20 questions parents should be asking about school reform

From the Washington Post's Answer Sheet, By Ronald Willett

In an earlier post, I made a case for taking a broader perspective about the causes of U.S. school learning challenges, rather than simply focusing on its teachers.

The list of entities that play a major role in whether a district, or school, or even a classroom can meet the public’s learning goals include local school boards, state boards of education, the testing industry and more. And finally, I said this:

“The observant reader may note that the above list is one short. Here it is, though it is not politically correct to say: ‘America’s K-12 parents.’ ”

If you are a parent, here are 20 questions for you to answer that will reveal how you would support a local school system that wanted to seriously reform.

Take the test. To how many of the following 20 propositions can you honestly say “yes?”

1. “Would you like your children to have informed opinions and values that may differ from your own?

2. Are you willing to advocate for higher taxes to lower class sizes, raise teacher salaries to attract better candidates to the profession, and buy technology?

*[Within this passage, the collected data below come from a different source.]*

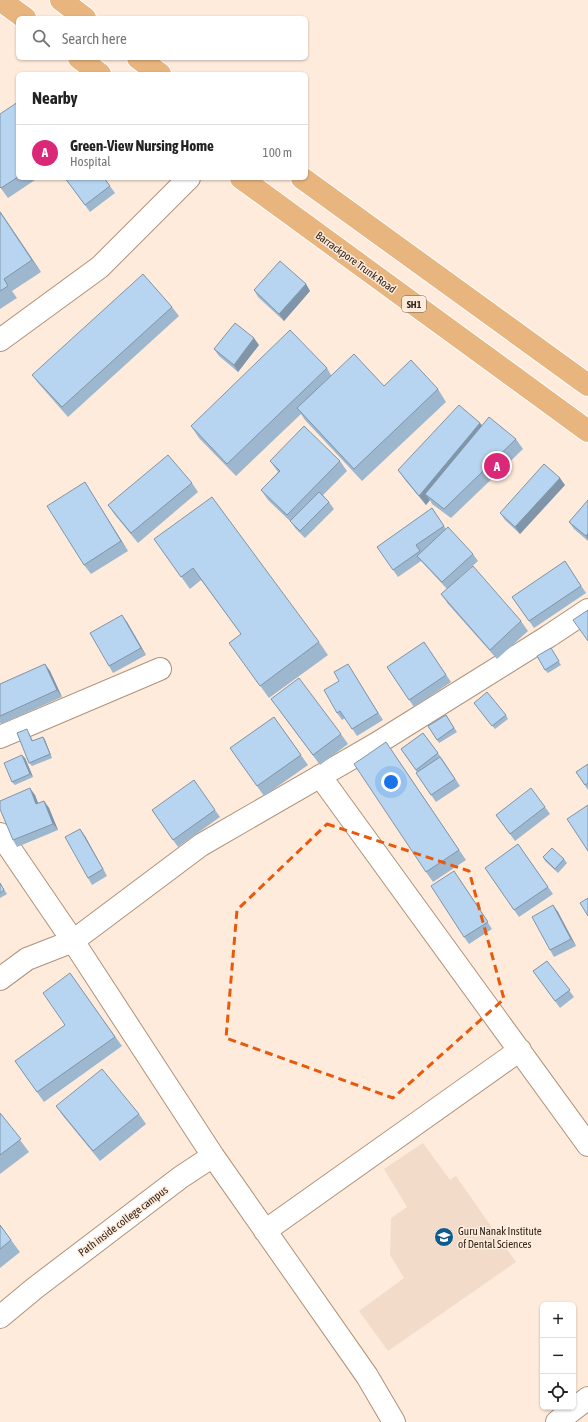 <!DOCTYPE html>
<html lang="en">
<head>
<meta charset="utf-8">
<style>
  :root { --surface:#fff; --page:#f6f6f6; --text:#222; --muted:#767676; --line:#e0e0e0; --accent:#db2777 }
  body { margin:0; font-family:"Asap Condensed",sans-serif; background:var(--page); color:var(--text) }
  .controls { position:absolute; right:12px; bottom:12px; display:grid; overflow:hidden; border-radius:6px; box-shadow:0 1px 3px #0004 }
  .controls button { width:36px; height:36px; display:grid; place-items:center; padding:0; border:0; border-bottom:1px solid var(--line); background:var(--surface); color:var(--text); font:20px sans-serif }
  .you { position:absolute; left:391px; top:782px; width:14px; height:14px; margin:-10px; border:3px solid #fff; border-radius:50%; background:#1a73e8; box-shadow:0 0 0 6px #1a73e833 }
  .badge { display:grid; place-items:center; width:26px; height:26px; border-radius:50%; background:var(--accent); color:#fff; font-size:13px; font-weight:700 }
  .pin { position:absolute; translate:-50% -50%; border:2px solid #fff; box-shadow:0 1px 4px #0006 }
  .list { margin:0; padding:0; list-style:none }
  h2 { display:flex; justify-content:space-between; align-items:center; height:52px; margin:0; padding:0 16px; font-size:17px }
  h2 small { font-size:13px; font-weight:400; color:var(--muted) }
  .list li { display:grid; grid-template-columns:26px 1fr auto; gap:12px; align-items:center; box-sizing:border-box; height:56px; padding:0 16px; border-top:1px solid var(--line) }
  .list b { display:block; font-size:15px; white-space:nowrap }
  .list p { margin:0; font-size:13px; white-space:nowrap; color:var(--muted) }
  .list em { font-size:13px; font-style:normal; color:var(--muted) }
  .icon { flex:none; width:22px; height:22px; fill:none; stroke:currentColor; stroke-width:2; stroke-linecap:round; stroke-linejoin:round }
  .map { position:relative; flex:none; width:588px; height:1422px; overflow:hidden }
  .search { position:absolute; background:var(--surface); box-shadow:0 1px 3px #0004; left:16px; top:16px; width:292px; height:44px; display:flex; align-items:center; gap:10px; box-sizing:border-box; padding:0 14px; border-radius:6px; color:var(--muted); font-size:15px }
  .panel { position:absolute; background:var(--surface); box-shadow:0 1px 3px #0004; left:16px; top:72px; width:292px; height:108px; border-radius:6px }
  .map>svg:first-child { display:block }
  .built { fill:#f2dbc9 }
  .lines { fill:none; stroke-linecap:round; stroke-linejoin:round }
  .minor-casing { stroke:#af9279; stroke-width:24 }
  .major-casing { stroke:#fff; stroke-width:24 }
  .minor { stroke:#fff; stroke-width:22 }
  .major { stroke:#e8b57f; stroke-width:22 }
  .wall { fill:#9db7ce }
  .shaded-wall { fill:#8095a8 }
  .building { fill:#b7d5f0; stroke:#8095a8 }
  .marked { fill:none; stroke:#e8590c; stroke-width:3; stroke-dasharray:8 5; stroke-linejoin:round }
  .labels { text-anchor:middle; dominant-baseline:central; stroke-width:3; stroke-linejoin:round; paint-order:stroke }
  .shield { fill:#feebdb; stroke:#6e6055; stroke-width:1 }
  .shield-label { font-size:10px; font-weight:bold; fill:#30251b }
  .street-label { font-size:11px; fill:#30251b; stroke:#feebdb }
  .poi-label { font-size:11px; fill:#30251b; stroke:#feebdb; text-anchor:start }
</style>
</head>
<body>
<div class="map">
<svg width="588" height="1422" viewBox="0 0 588 1422">
  <rect width="100%" height="100%" fill="#feebdb"/>
  <path class="built" d="M423,1143L450,1180L456,1176L516,1262L388,1351L359,1311L404,1278L390,1255L391,1218L407,1207L384,1169Z"/>
  <g class="lines">
    <defs>
      <path id="minor" d="M0,340L100,267L189,178
        M0,737L160,669
        M320,776L588,1145
        M0,834L73,941L213,1156L367,1376L394,1422
        M0,979L27,959L73,941L201,845L376,744L549,636L588,610
        M265,1231L520,1050
        M0,1317L35,1288L181,1177L213,1156
        M557,1422L588,1398"/>
      <path id="major" d="M0,0L25,18
        M61,0L85,18
        M79,58L100,74
        M138,58L160,74
        M241,178L588,431
        M302,178L588,385"/>
    </defs>
    <use href="#minor" class="minor-casing"/>
    <use href="#major" class="major-casing"/>
    <use href="#minor" class="minor"/>
    <use href="#major" class="major"/>
  </g>
  <path class="wall" d="M18,102V178H38L8,198L0,187Z
    M65,178H104L115,193L90,212Z
    M0,211L41,272L12,291L17,298L0,309Z
    M306,284L310,291L284,321L258,297L254,290Z
    M172,307L179,316L68,417L39,384L32,375Z
    M259,345L238,372L219,356L214,349Z
    M327,368L331,375L384,386L438,389L446,402L362,481L305,420L301,414L236,476L199,438L191,426Z
    M480,423L482,425L516,439L523,449L451,518L432,504L430,500L426,505L405,480L398,470Z
    M270,461H340L347,471L323,495L329,502L334,509L305,538L295,528L291,522L268,500L261,490L278,472Z
    M85,482L91,492L128,551L91,574L84,565Z
    M192,483L198,492L138,543L115,515L108,505Z
    M565,485L520,534L505,520L500,513Z
    M588,500V541L574,529L569,522Z
    M432,508L446,529L473,554L478,561L459,578L521,621L528,631L497,659L448,604L441,594L447,589L421,561L398,577L377,547Z
    M154,539L319,642L328,655L269,698L238,655L241,634L201,580L190,589Z
    M565,561L586,593L534,628L512,597Z
    M127,622L146,655L113,673L109,666Z
    M424,642L451,682L414,707L387,667Z
    M553,651L561,665L548,673L545,670Z
    M45,664L50,671L62,697L1,724L0,722V684Z
    M352,671L383,720L357,736L345,718L342,720L337,713Z
    M271,699L341,734L348,744L320,765Z
    M474,703L506,715L508,719L495,729Z
    M446,715L457,732L439,743L428,726Z
    M274,717L308,765L264,796L230,748Z
    M29,733L33,741L43,737L45,740L52,758L32,766L29,763Z
    M423,733L443,760L460,786L436,802L416,773L417,772L401,749Z
    M393,752L466,860L433,882L426,872Z
    M25,758L33,777L15,785L12,782Z
    M588,764V790L576,772Z
    M35,795L38,803L44,801L49,808L58,830L17,847L13,840Z
    M545,807L550,814L515,841L496,815Z
    M152,810H215L220,817L178,847Z
    M85,836L107,876L92,885L88,878Z
    M518,844L553,894L519,917L485,868Z
    M543,857L564,859L567,863L558,873L545,861Z
    M459,878L492,929L469,944L464,937Z
    M0,883L7,894L0,898Z
    M553,905L558,912L576,946L554,957L550,950Z
    M547,961L574,997L560,1008L533,971Z
    M70,973L122,1046L44,1102L15,1061L65,1025Z
    M56,1106L139,1114L146,1124L100,1161L63,1116Z
    M0,1113L29,1152L0,1174Z
    M0,1225L11,1240L20,1252L0,1268Z"/>
  <path class="shaded-wall" d="M0,211L41,272L32,260Z
    M306,284L310,291L284,321L279,314Z
    M254,338L259,345L238,372L234,365Z
    M480,423L487,433L425,494L430,500L426,505L419,496Z
    M560,478L565,485L520,534L515,527Z
    M85,482L91,492L128,551L121,541Z
    M588,533V540L586,536Z
    M122,615L127,622L146,655L141,648Z
    M45,664L50,671L62,697L57,690Z
    M43,737L45,740L52,758L50,754Z
    M22,755L25,758L33,777L30,774Z
    M30,788L35,795L41,811L36,804Z
    M44,801L49,808L58,830L53,824Z
    M80,829L85,836L107,876L103,869Z
    M553,905L558,912L576,946L571,939Z"/>
  <path class="building" d="M18,102V177L1,188L0,187V114Z
    M65,178H104L110,186L85,205Z
    M0,212L32,260L4,279L8,286L0,291Z
    M280,261L306,284L279,314L254,290Z
    M143,274L172,307L62,407L32,375Z
    M235,323L254,338L234,365L214,349Z
    M290,330L327,368L227,464L191,426Z
    M354,354L384,386L411,360L438,389L354,469L297,408Z
    M459,405L480,423L419,496L398,470Z
    M489,417L516,439L444,509L425,494Z
    M304,426L340,461L287,515L261,490L280,471L270,461Z
    M168,455L192,483L131,533L108,505Z
    M544,464L560,478L515,527L500,513Z
    M85,482L121,541L84,565L47,506Z
    M319,492L329,502L300,531L290,521Z
    M212,497L319,642L260,686L229,643L241,634L193,568L181,577L154,539Z
    M588,500V533L586,536L569,522Z
    M432,508L444,526L416,545L420,551L393,570L377,547Z
    M448,527L473,554L442,582L417,556Z
    M565,561L581,586L529,621L512,597Z
    M473,566L521,621L490,650L441,594Z
    M588,610V641L573,620Z
    M122,615L141,648L109,666L90,633Z
    M424,642L446,675L409,700L387,667Z
    M551,648L559,661L545,670L537,656Z
    M45,664L57,690L0,716V684Z
    M348,664L378,713L352,729L340,711L337,713L324,690L339,681L334,672Z
    M299,678L341,734L313,755L271,699Z
    M487,692L506,715L492,726L474,703Z
    M446,715L454,728L437,740L428,726Z
    M274,717L301,755L257,786L230,748Z
    M27,729L32,741L43,737L50,754L29,763L17,733Z
    M423,733L438,753L416,770L401,749Z
    M386,742L459,850L426,872L354,764Z
    M22,755L30,774L12,782L4,763Z
    M440,757L455,779L431,795L416,773Z
    M588,764V783L585,785L576,772Z
    M194,780L215,810L173,840L152,810Z
    M30,788L36,804L44,801L53,824L13,840L0,809V801Z
    M531,788L545,807L510,834L496,815Z
    M588,805V851L567,819Z
    M80,829L103,869L88,878L65,837Z
    M518,844L548,887L514,910L485,868Z
    M552,848L564,859L555,869L543,857Z
    M454,871L488,922L464,937L431,886Z
    M0,883L4,890L0,893Z
    M588,898V916L580,903Z
    M553,905L571,939L550,950L532,917Z
    M547,961L570,990L555,1001L533,971Z
    M70,973L115,1037L37,1092L15,1061L65,1025L43,993Z
    M102,1069L139,1114L93,1151L56,1106Z
    M0,1113L21,1139L0,1155Z
    M0,1225L11,1240L0,1249Z"/>
  <path class="marked" d="M327,824L469,871L504,999L393,1098L226,1038L237,910Z"/>
  <defs>
    <symbol id="university-disc" viewBox="-11 -11 22 22"><circle r="9.5" fill="#0f5b8e" stroke="#feebdb"/><path d="M0-5L7-2L0 1L-7-2ZM-4 1L0 2.5L4 1V4Q0 6-4 4Z" fill="#fff"/></symbol>
  </defs>
  <g fill-rule="evenodd">
    <use href="#university-disc" x="433" y="1226" width="22" height="22"/>
  </g>
  <g class="labels">
    <rect class="shield" x="402" y="296" width="24" height="16" rx="3"/>
    <g class="shield-label">
      <text x="414" y="304">SH1</text>
    </g>
    <g class="street-label">
      <text transform="translate(356 262) rotate(36)">Barrackpore Trunk Road</text>
      <text transform="translate(123 1221) rotate(-37)">Path inside college campus</text>
    </g>
    <g class="poi-label">
      <text x="458" y="1231">Guru Nanak Institute<tspan x="458" dy="13">of Dental Sciences</tspan></text>
    </g>
  </g>
</svg>
<div class="controls">
<button>+</button>
<button>−</button>
<button><svg class="icon" aria-label="locate" viewBox="0 0 24 24"><circle cx="12" cy="12" r="6"/><path d="M12 2v4M12 18v4M2 12h4M18 12h4"/></svg></button>
</div>
<div class="you"></div>
<div class="pin badge" style="left:497px;top:466px">A</div>
<div class="search"><svg class="icon" aria-label="search" viewBox="0 0 24 24"><circle cx="10" cy="10" r="6"/><path d="M15 15l6 6"/></svg>Search here</div>
<section class="panel">
<h2>Nearby<small></small></h2>
<ul class="list">
<li><span class="badge">A</span><div><b>Green-View Nursing Home</b><p>Hospital</p></div><em>100 m</em></li>
</ul>
</section>
</div>
</body>
</html>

3. Are you willing to have your children’s performance measured in ways other than standardized test scores?

4. Would you support year-round school, classes segregated by ability rather than age, and alternatives to whole-group instruction?

5. Are you willing to take a larger share of responsibility in the academic performance of your own children?

6. Would you be willing to change the school colors, school mascot or football program?”

7. Would you be willing to back your child’s decision to forego playing football or basketball to take an art class, or take a math course online, or be a volunteer for a social cause?

8. Your child comes home arguing that evolution is science, that there is no science in creationism, and that the latter should be taught as history or philosophy – would you applaud and respect the point of view, or pick up the phone to hammer your school superintendent?

9. Would you approve of your school system choosing to dismiss funding an expanded football/sports complex to invest in better learning infrastructure?

10. Would you challenge a principal or superintendent who has pretty strong views on education issues, knowing that you could be defamed both by the system, and in the community by other parents for not “going along to get along,” or rocking the boat by challenging authority?

11. Are you willing to stand up and demand that your school board’s meetings strictly adhere to the open door laws, and that their meetings be put on your cable CATS (Community Access Television Service) channel in real time?

12. Would you be willing to “go to the mat” — for example, use your state’s open records or freedom of information act — to find out what is really being taught in your K-12 classrooms, what texts are being used, and whether the teacher is qualified in the subject matter taught, or is this part of trusting your system?

13. Would you be willing to formally pursue some adult education that is 21st century to be able to properly and contemporarily coach your children on homework and in career preparation, or is that what your taxes are for?

14. Are you willing to run for a school board, advocate a PTA for your system and support it, or step up to volunteer to serve on school committees that are heavy time users?

15. Would you be willing occupy your school’s parking lot and protest if the system was teaching to the tests, misrepresenting its financial condition, protecting poor or unprepared teachers and teaching, obscuring bullying by either a teacher or administrator, producing flawed curricula, falsifying its true learning performances, or covering up parental complaints, or are those just board problems?

16. Have you, in the last year, read a book on K-12 education or the current reform movement, watched a PBS or other show on the same topics, or read a similar article in a professional journal or in a major national or world news magazine?

17. Have you asked your child questions regularly – beyond the prototypical scrutiny of their report cards – that enables you to assess how they are actually being taught, what they believe they are learning, and whether they believe they are missing opportunities to learn or perform, or is this too intrusive?

18. Have you ever opened and fully read one or more of your child’s textbooks?

19. Do you regularly read anything, fiction or non-fiction, together with your child or children in K-8?

20. Do you know the names of your school’s superintendent and principal, their degrees and academic origins, your child’s teachers’ names, their academic origins, and whether they are qualified to teach the subjects handled?

If you can’t answer with an affirmative position at least a majority of the 20 propositions, your child is likely getting the education you paid for and deserve…but they do not.

America’s parents are as much a part of the infrastructure that creates real learning in K-12 as schools. You can delegate the chores, but not the responsibility.